Podkreśliła, że jednym z głównych założeń reformy będzie rozwijanie tzw. sprawczości uczniów. - Chcemy, żeby młodzi ludzie nie tylko mieli poczucie wpływu na swoją edukację, ale też umieli korzystać z wiedzy, którą zdobywają. Ważne są kompetencje społeczne i osobiste, bo tego oczekuje przyszły rynek pracy - mówiła Katarzyna Lubnauer.
Wśród zmian zapowiedzianych przez wiceminister znalazły się również modyfikacje w podstawie programowej, które mają zwiększyć autonomię nauczycieli. - Zagadnienia fakultatywne nauczyciel będzie wybierał razem z uczniami. Również w kwestii lektur pojawi się większa swoboda - nauczyciel będzie mógł dobierać książki zgodnie z zainteresowaniami uczniów. Mamy kanon, który jest ważny, ale potrzebne są też książki, które rozbudzą w dzieciach zainteresowanie i nawyki czytania - zaznaczyła.

Sporą część briefingu wiceminister poświęciła cyfryzacji polskich szkół. Jak mówiła, rok 2025 to czas intensywnych zmian technologicznych w edukacji. - W ramach środków z Krajowego Planu Odbudowy trafi do szkół sprzęt wart ponad 4 miliardy złotych. Powstanie 12 tysięcy pracowni, w tym 4 tysiące STEM, a do szkół trafi 735 tysięcy laptopów i tabletów. To największy program cyfryzacji szkół w historii - zapowiedziała.
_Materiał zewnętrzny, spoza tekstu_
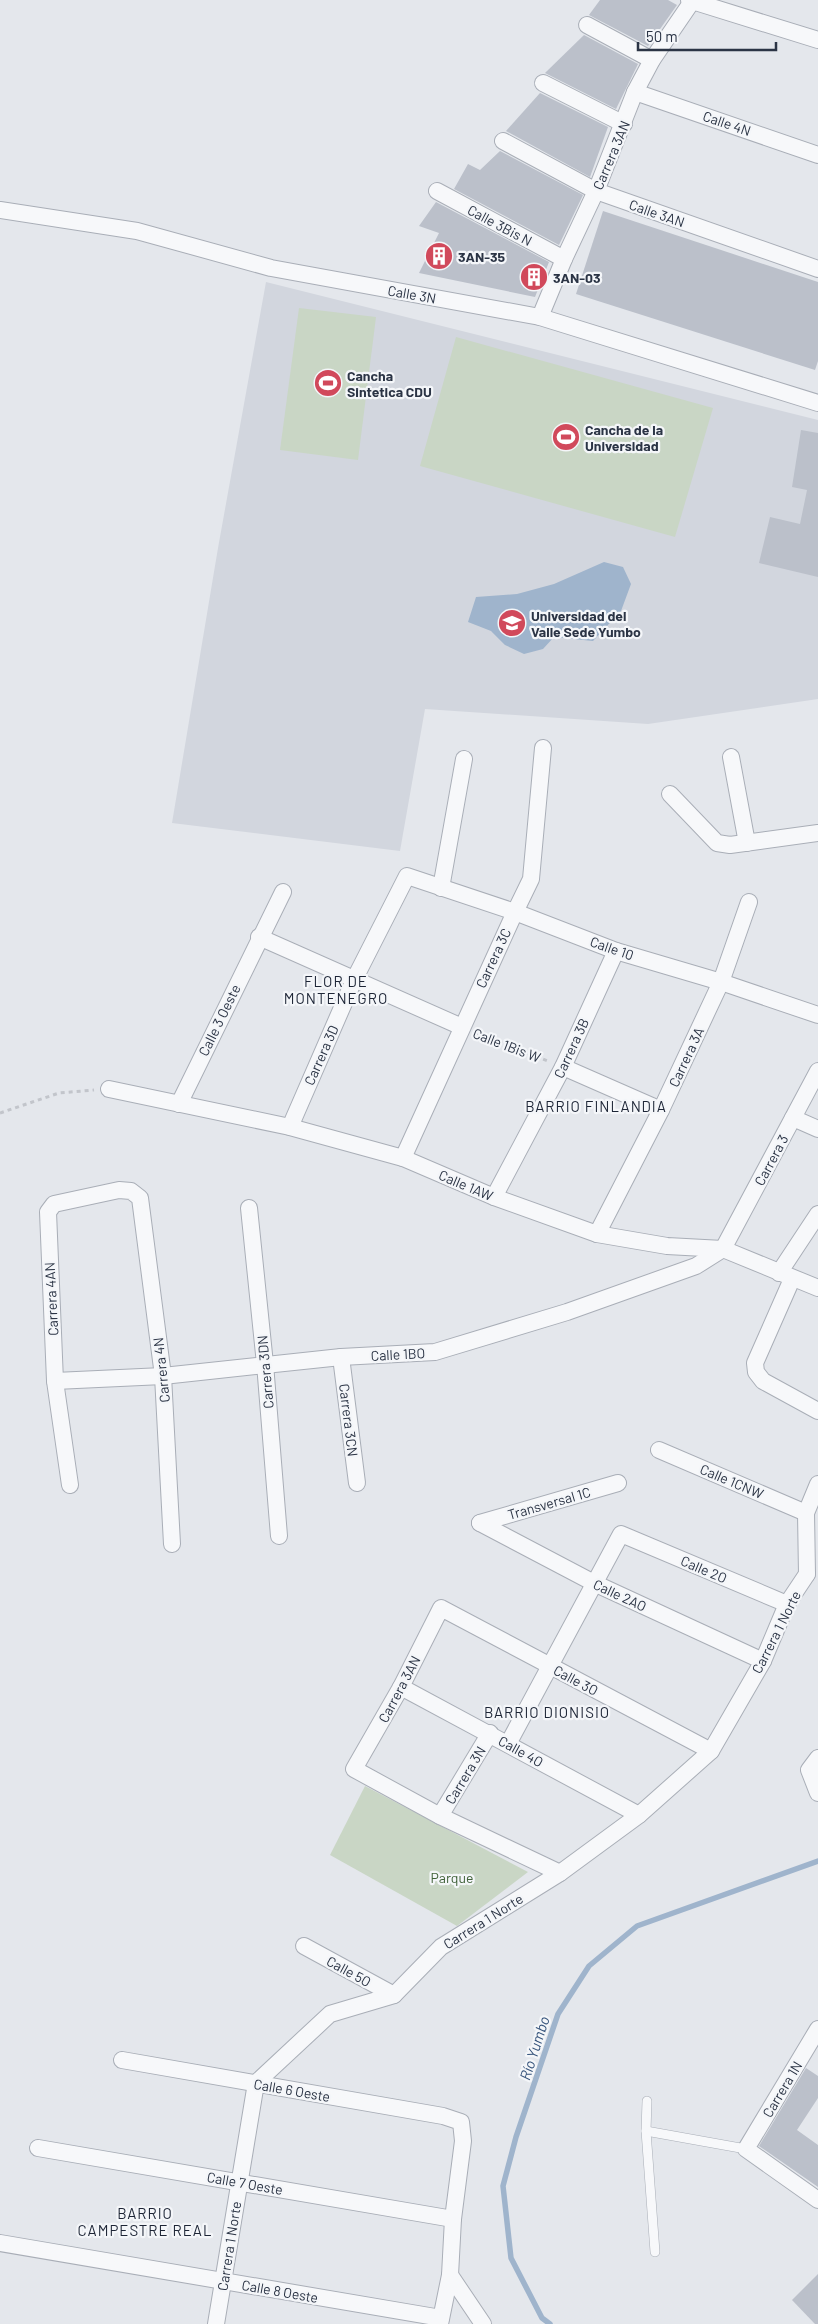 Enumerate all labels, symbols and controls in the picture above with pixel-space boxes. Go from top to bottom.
scale bar [638,20,776,52]
text: 50 m [646,27,678,45]
street label: Calle 4N [701,107,753,139]
street label: Carrera 3AN [589,118,633,192]
street label: Calle 3AN [627,196,687,230]
street label: Calle 3Bis N [465,201,535,249]
building icon: 3AN-35 [424,241,454,271]
place label: 3AN-35 [458,248,506,265]
building icon: 3AN-03 [519,262,549,292]
place label: 3AN-03 [553,269,601,286]
street label: Calle 3N [386,281,438,307]
place label: Cancha Sintetica CDU [347,367,432,400]
sports icon: Cancha Sintetica CDU [313,368,343,398]
place label: Cancha de la Universidad [585,421,663,454]
sports icon: Cancha de la Universidad [551,422,581,452]
place label: Universidad del Valle Sede Yumbo [531,607,641,640]
school or university icon: Universidad del Valle Sede Yumbo [497,608,527,638]
street label: Carrera 3C [472,925,514,991]
street label: Calle 10 [588,933,636,963]
district label: FLOR DE MONTENEGRO [284,972,388,1007]
street label: Calle 3 Oeste [194,982,244,1058]
street label: Carrera 3B [550,1015,592,1081]
street label: Carrera 3D [300,1022,342,1088]
street label: Calle 1Bis W [471,1024,543,1066]
street label: Carrera 3A [665,1024,707,1090]
district label: BARRIO FINLANDIA [525,1097,667,1115]
street label: Carrera 3 [750,1132,792,1188]
street label: Calle 1AW [436,1166,496,1204]
street label: Carrera 4AN [41,1262,61,1336]
street label: Carrera 3DN [253,1335,277,1409]
street label: Carrera 4N [149,1337,173,1403]
street label: Calle 1BO [370,1344,426,1364]
street label: Carrera 3CN [336,1383,362,1457]
street label: Calle 1CNW [698,1460,766,1502]
street label: Transversal 1C [506,1483,592,1523]
street label: Calle 2O [678,1552,730,1586]
street label: Calle 2AO [591,1575,649,1615]
street label: Carrera 1 Norte [748,1588,804,1676]
street label: Carrera 3AN [374,1653,424,1725]
street label: Calle 3O [551,1661,601,1699]
district label: BARRIO DIONISIO [484,1703,610,1721]
street label: Calle 4O [496,1732,546,1770]
street label: Carrera 3N [441,1743,489,1807]
park label: Parque [430,1869,474,1886]
street label: Carrera 1 Norte [440,1890,526,1952]
street label: Calle 5O [324,1952,374,1990]
water label: Río Yumbo [515,2014,553,2082]
street label: Carrera 1N [759,2058,805,2120]
street label: Calle 6 Oeste [252,2075,332,2105]
street label: Calle 7 Oeste [206,2168,284,2198]
street label: Carrera 1 Norte [214,2200,244,2292]
district label: BARRIO CAMPESTRE REAL [78,2204,213,2239]
street label: Calle 8 Oeste [240,2276,320,2306]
Wiceminister odniosła się także do kwestii egzaminów ósmoklasisty. - Przenosimy egzamin na kwiecień, aby uniknąć kumulacji z maturami. Chcemy, żeby uczniowie mogli szybciej poznać wyniki i spokojnie przejść proces rekrutacji do szkół średnich. Dziś często trwa on do końca wakacji, co jest dla nich bardzo stresujące - wyjaśniła.
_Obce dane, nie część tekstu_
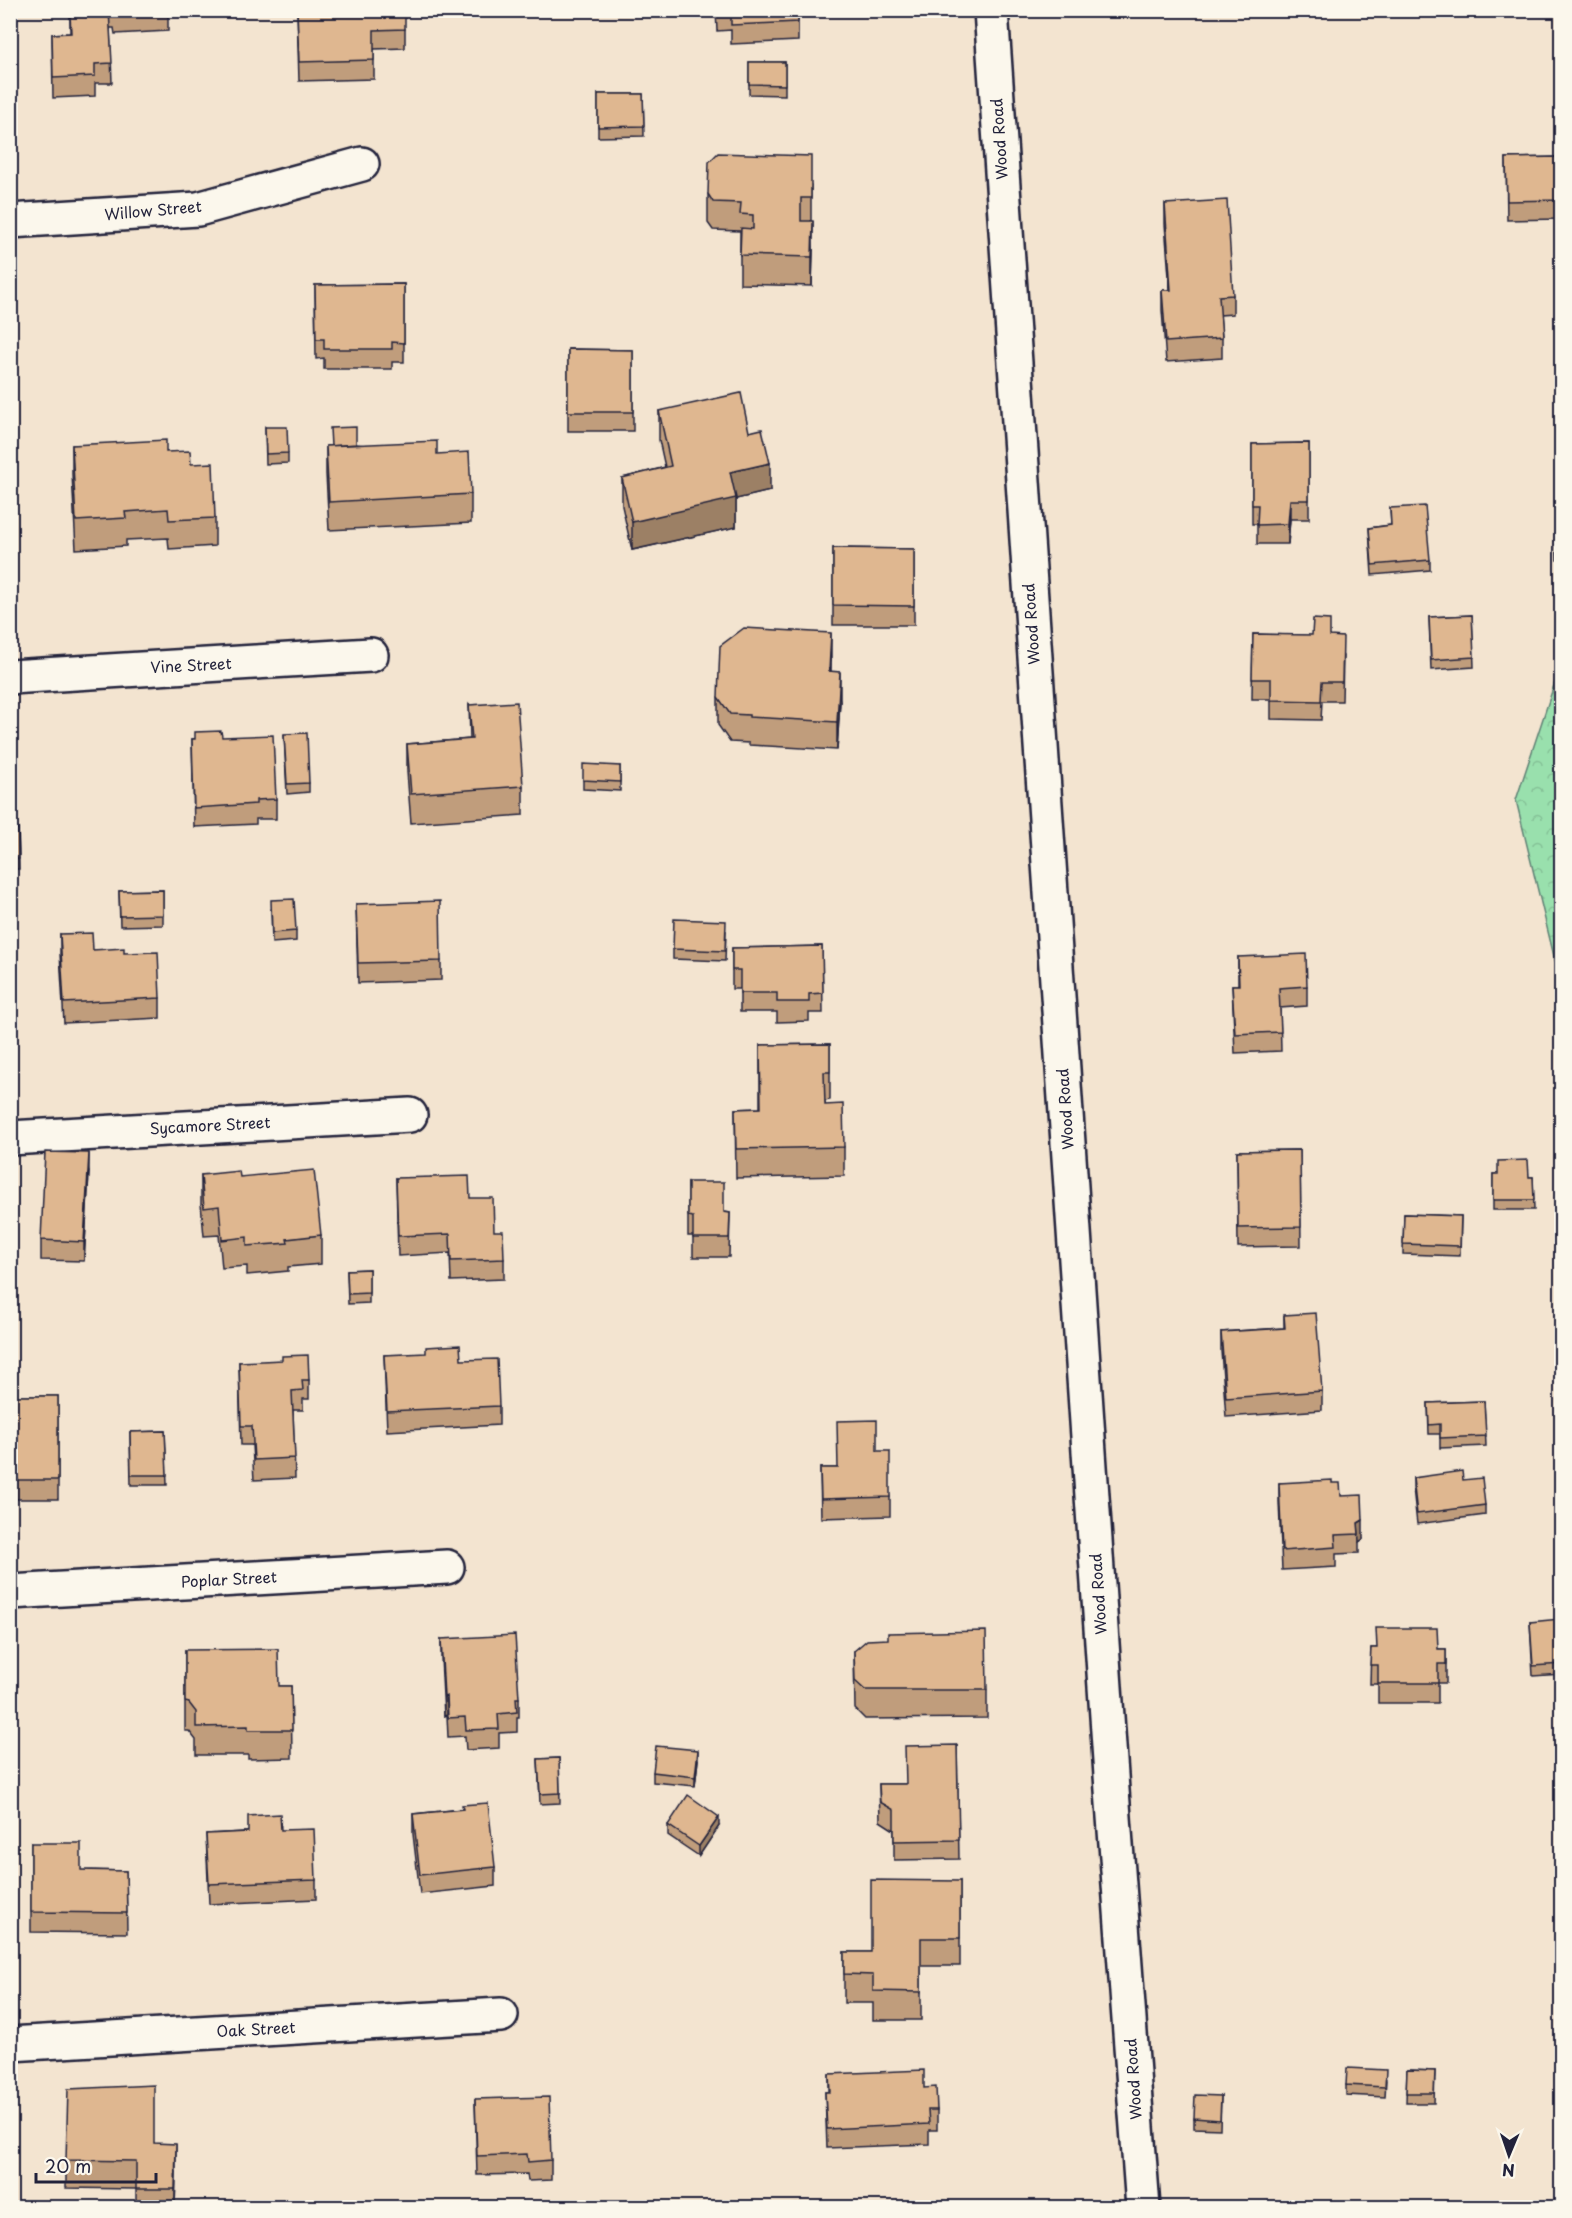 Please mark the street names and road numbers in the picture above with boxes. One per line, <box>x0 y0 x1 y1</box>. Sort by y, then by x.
street label: Wood Road <box>984 98 1013 181</box>
street label: Willow Street <box>103 194 202 225</box>
street label: Wood Road <box>1016 583 1045 666</box>
street label: Vine Street <box>150 651 232 678</box>
street label: Wood Road <box>1050 1068 1079 1151</box>
street label: Sycamore Street <box>149 1110 271 1139</box>
street label: Wood Road <box>1083 1553 1112 1636</box>
street label: Poplar Street <box>180 1565 277 1592</box>
street label: Oak Street <box>216 2015 296 2042</box>
street label: Wood Road <box>1118 2038 1147 2121</box>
Podczas briefingu wiceminister wspomniała również o korzystnych zmianach dla nauczycieli, które obowiązują od 1 września. - Zmiany wprowadziliśmy po konsultacjach ze związkami zawodowymi i one są korzystne. Dotyczą m.in. wynagradzania za godziny ponadwymiarowe, wycieczki, lekcje indywidualne, a także wydłużonej odprawy emerytalnej i szybszego uzyskiwania umów na czas nieokreślony - wyliczała.
Po briefingu prasowym odbyło się spotkanie wiceminister Katarzyny Lubnauer z dyrektorami szkół i placówek. Dziennikarze zostali wpuszczeni jedynie na krótki moment, aby zrobić zdjęcia na początku spotkania, po czym poproszono ich o opuszczenie sali. Wiceminister poinformowała, że spotkanie ma charakter zamknięty.
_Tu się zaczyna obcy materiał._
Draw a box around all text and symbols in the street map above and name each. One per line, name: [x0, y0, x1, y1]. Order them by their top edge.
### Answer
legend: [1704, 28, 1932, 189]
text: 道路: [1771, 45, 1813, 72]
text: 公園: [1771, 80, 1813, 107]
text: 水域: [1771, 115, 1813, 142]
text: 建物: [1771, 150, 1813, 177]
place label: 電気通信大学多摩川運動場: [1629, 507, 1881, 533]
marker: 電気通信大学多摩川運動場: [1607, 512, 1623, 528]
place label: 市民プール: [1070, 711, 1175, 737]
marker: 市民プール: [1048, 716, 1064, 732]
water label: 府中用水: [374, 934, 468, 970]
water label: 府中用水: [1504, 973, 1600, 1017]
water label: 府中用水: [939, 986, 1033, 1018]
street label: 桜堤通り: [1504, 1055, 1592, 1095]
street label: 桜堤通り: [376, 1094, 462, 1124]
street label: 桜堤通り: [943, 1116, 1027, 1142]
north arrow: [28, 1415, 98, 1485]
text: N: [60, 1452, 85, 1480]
Decyzję o ograniczeniu obecności mediów część uczestników spotkania odebrała krytycznie. Jeden z dyrektorów przyznał w rozmowie z naszą redakcją - Nie mamy nic do ukrycia. Nasze pytania to też pytania rodziców do nas, więc wyproszenie dziennikarzy ze spotkania bardzo źle odebraliśmy.